Толпа, притихнув на миг, вздохнула восхищенно как один человек. И никто уже не сомневался, что все сказанное этими прекрасными устами может быть только истиной. Люди пожилые стали приглаживать волосы, оглядывать свои одеяния, молодые выпячивали вперед грудь и разгоревшимися глазами, казалось, хотели притянуть к себе волшебную деву, едва веря, что она сотворена не из пены морской, а из плоти и крови, как и они сами.
Но вот она раскрыла алые губы, сверкнула ровными зубами, и ее голос, сильный и уверенный, прозвучал на площади подобно удару гонга. Она в коротких словах подтвердила все сказанное Саклеем и, подняв свои лилейные руки, обратилась к народу с трогательной просьбой защитить ее, поддержать, не оставить одну в несчастье.
Кто не хотел бы стать защитником и покровителем этой белой лебеди, принявшей человеческий облик? Сам Саклей любовался ею и торжествовал в душе, довольный своей выдумкой. Выведя Гликерию на трибуну, он сумел пленить душу пантикапейского демоса, оживил в его воображении прекрасные мифы древней Эллады, столь дорогие сердцу каждого грека-колониста. И тут же его кольнуло в грудь, когда он обратил быстрый взгляд на Алцима, сопровождавшего Гликерию. Острое лицо сына с пятнами румянца на щеках как бы окаменело, отразив одно чувство немого восторга, обожания, с которым он смотрел на живую богиню. Когда девушка протянула к народу руки, умоляя о поддержке, глаза Алцима наполнились влагой и невольные слезы скатились на бронзовый панцирь, оставляя на щеках две темные дорожки.
«Эка! – в неудовольствии заметил про себя лохаг. – Эка развезло его! Не иначе как он запутался в золотой сети этой девки, как глупый сазан в рыбачьей гангаме».
Крики толпы доносились до самого акрополя и терзали слух Алкмены. Перисад угрюмо прислушивался к гневному голосу народа. Он стоял на одной из башен акрополя и наблюдал, как растет толпа полноправных граждан Пантикапея, ссориться с которыми сейчас, в годину неудач, было бы невыгодно.

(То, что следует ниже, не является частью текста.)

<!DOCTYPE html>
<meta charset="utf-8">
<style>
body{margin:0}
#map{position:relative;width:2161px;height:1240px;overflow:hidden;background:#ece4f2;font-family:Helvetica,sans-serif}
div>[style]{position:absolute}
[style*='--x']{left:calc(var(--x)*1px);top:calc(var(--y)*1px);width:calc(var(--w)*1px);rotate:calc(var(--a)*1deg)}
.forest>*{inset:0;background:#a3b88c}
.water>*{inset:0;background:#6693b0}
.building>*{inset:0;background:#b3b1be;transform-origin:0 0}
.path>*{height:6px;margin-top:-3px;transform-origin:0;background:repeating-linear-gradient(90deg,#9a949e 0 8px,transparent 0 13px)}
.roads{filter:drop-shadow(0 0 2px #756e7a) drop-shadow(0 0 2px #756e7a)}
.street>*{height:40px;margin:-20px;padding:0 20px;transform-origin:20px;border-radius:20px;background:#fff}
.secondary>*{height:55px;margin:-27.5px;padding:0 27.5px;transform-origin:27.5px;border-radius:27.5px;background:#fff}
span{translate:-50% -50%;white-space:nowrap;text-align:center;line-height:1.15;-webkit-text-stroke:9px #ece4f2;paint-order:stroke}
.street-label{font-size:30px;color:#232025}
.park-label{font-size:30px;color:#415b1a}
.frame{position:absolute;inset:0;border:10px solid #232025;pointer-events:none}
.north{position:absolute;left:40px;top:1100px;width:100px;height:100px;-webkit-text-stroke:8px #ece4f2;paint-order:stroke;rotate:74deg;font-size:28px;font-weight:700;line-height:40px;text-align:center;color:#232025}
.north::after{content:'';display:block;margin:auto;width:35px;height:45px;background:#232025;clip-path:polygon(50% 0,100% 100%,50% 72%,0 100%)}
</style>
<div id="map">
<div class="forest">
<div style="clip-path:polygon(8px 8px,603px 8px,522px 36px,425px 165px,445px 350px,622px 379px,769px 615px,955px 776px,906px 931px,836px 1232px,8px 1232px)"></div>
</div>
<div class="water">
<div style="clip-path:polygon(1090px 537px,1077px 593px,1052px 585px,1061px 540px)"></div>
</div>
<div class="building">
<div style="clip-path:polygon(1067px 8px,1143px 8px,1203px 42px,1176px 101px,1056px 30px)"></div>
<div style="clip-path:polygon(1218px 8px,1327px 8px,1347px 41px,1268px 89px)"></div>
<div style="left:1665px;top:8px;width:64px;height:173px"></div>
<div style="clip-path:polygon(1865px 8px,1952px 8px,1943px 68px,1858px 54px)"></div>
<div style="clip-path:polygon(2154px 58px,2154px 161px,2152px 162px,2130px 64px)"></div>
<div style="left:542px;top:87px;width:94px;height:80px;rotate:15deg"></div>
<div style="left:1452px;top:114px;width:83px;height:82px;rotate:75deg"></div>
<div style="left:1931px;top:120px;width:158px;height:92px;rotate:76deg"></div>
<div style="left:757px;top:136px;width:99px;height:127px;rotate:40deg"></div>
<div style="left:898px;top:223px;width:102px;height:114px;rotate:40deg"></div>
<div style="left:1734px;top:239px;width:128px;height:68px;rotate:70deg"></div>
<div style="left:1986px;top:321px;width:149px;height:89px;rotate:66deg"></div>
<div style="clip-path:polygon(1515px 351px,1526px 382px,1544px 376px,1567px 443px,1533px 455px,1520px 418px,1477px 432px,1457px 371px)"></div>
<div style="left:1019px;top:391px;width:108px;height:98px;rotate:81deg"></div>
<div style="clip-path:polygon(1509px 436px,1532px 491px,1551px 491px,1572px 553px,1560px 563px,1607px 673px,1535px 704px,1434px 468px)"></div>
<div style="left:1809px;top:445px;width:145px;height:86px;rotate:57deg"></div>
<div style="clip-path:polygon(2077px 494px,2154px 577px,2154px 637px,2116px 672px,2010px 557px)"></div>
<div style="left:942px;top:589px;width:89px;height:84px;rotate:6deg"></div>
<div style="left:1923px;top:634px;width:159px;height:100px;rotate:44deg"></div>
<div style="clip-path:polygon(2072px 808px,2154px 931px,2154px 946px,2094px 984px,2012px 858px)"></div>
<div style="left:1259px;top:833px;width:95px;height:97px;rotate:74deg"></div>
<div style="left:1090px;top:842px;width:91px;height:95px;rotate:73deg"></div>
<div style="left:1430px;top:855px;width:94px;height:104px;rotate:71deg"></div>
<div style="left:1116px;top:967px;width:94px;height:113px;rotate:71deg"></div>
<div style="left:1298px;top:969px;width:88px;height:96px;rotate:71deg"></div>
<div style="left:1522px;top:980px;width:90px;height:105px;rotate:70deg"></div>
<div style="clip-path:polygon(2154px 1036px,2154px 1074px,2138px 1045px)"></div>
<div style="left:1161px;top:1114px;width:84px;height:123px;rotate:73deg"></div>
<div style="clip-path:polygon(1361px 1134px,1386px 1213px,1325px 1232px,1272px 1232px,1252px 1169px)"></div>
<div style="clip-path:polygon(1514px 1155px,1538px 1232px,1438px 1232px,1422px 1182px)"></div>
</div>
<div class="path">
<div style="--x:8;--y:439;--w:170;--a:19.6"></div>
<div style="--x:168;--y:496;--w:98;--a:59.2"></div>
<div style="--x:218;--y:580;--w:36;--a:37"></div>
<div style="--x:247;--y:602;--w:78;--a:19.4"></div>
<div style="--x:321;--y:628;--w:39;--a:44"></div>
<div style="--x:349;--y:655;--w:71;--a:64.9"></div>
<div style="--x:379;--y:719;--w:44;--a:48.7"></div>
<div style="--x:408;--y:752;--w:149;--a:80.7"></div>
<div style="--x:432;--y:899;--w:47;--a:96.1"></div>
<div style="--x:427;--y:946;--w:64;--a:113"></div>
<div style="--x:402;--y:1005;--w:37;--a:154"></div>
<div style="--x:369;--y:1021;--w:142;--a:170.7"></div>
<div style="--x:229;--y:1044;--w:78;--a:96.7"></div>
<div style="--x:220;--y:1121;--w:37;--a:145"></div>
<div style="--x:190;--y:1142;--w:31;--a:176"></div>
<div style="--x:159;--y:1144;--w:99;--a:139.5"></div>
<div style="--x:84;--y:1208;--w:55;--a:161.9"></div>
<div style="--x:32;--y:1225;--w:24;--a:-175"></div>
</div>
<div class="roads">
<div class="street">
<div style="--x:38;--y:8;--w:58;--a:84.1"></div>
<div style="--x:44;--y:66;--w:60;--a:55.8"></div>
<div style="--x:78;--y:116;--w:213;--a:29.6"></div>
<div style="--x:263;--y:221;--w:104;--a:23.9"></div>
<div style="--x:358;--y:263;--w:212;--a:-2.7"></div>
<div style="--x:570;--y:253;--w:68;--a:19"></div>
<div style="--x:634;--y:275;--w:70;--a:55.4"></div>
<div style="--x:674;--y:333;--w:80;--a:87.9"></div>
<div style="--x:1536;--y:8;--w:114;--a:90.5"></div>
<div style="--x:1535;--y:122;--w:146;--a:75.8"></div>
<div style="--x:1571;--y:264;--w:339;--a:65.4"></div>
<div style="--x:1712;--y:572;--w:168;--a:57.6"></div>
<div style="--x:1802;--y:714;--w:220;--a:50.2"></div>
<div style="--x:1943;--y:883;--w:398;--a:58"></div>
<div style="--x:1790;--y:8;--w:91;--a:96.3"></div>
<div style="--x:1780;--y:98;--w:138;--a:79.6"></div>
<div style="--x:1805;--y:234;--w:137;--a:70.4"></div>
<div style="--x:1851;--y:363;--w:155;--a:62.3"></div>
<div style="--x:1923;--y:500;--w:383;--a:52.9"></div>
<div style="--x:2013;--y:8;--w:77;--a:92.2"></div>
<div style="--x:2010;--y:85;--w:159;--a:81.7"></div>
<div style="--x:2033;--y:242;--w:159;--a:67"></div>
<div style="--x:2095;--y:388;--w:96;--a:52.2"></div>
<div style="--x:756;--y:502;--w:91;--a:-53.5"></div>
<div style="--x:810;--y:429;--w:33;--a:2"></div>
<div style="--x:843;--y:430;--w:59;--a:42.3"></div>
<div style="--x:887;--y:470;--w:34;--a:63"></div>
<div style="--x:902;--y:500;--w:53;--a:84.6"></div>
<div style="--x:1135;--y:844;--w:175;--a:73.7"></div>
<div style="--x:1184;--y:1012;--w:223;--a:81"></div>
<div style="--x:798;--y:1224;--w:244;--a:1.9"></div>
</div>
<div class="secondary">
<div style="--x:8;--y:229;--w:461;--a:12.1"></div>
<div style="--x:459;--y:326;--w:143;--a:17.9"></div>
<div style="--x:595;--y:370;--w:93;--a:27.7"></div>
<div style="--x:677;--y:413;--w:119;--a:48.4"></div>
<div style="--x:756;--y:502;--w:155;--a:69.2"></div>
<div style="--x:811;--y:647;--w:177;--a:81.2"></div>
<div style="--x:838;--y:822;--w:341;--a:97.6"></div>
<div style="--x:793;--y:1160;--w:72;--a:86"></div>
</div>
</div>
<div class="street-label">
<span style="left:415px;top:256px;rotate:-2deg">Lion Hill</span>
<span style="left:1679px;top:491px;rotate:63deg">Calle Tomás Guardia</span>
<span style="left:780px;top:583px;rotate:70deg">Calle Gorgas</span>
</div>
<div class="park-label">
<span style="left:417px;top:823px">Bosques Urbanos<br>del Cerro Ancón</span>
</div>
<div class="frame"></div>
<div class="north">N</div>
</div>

Но когда появился Олтак и доложил, что экклезия выбрала новым стратегом города Саклея, сына Сопея, и что толпа представителей идет в царскую ставку для утверждения народного решения, Перисад заволновался и приказал одеть себя в торжественные одежды. Он не ожидал такого решительного хода от старого Саклея. Теперь последний еще более усиливал свое влияние на дела государства и получал право говорить с царем не только как его военачальник, но и как представитель народа.
Однако такой выбор собрания не мог вызвать со стороны царя особых возражений. В конце концов, лохаг являлся самым деятельным помощником в государственных делах, по-настоящему радел об интересах державы. Он не в дружбе с Алкменой, так это и понятно – ведь Карзоаз на самом деле ведет себя оскорбительно и вызывающе. Фанагорийскому вельможе надо противопоставить сильного человека, каким мог быть только Саклей.
После охоты и угощения в Саклеевом имении и встречи с золотоволосой племянницей хозяина Перисад с большей твердостью стал противостоять упорству супруги и сделал явный крен в сторону Саклея. Алкмена чувствовала это, распаляла свою душу ненавистью, строила жестокие планы против Саклея и неожиданной соперницы – Гликерии.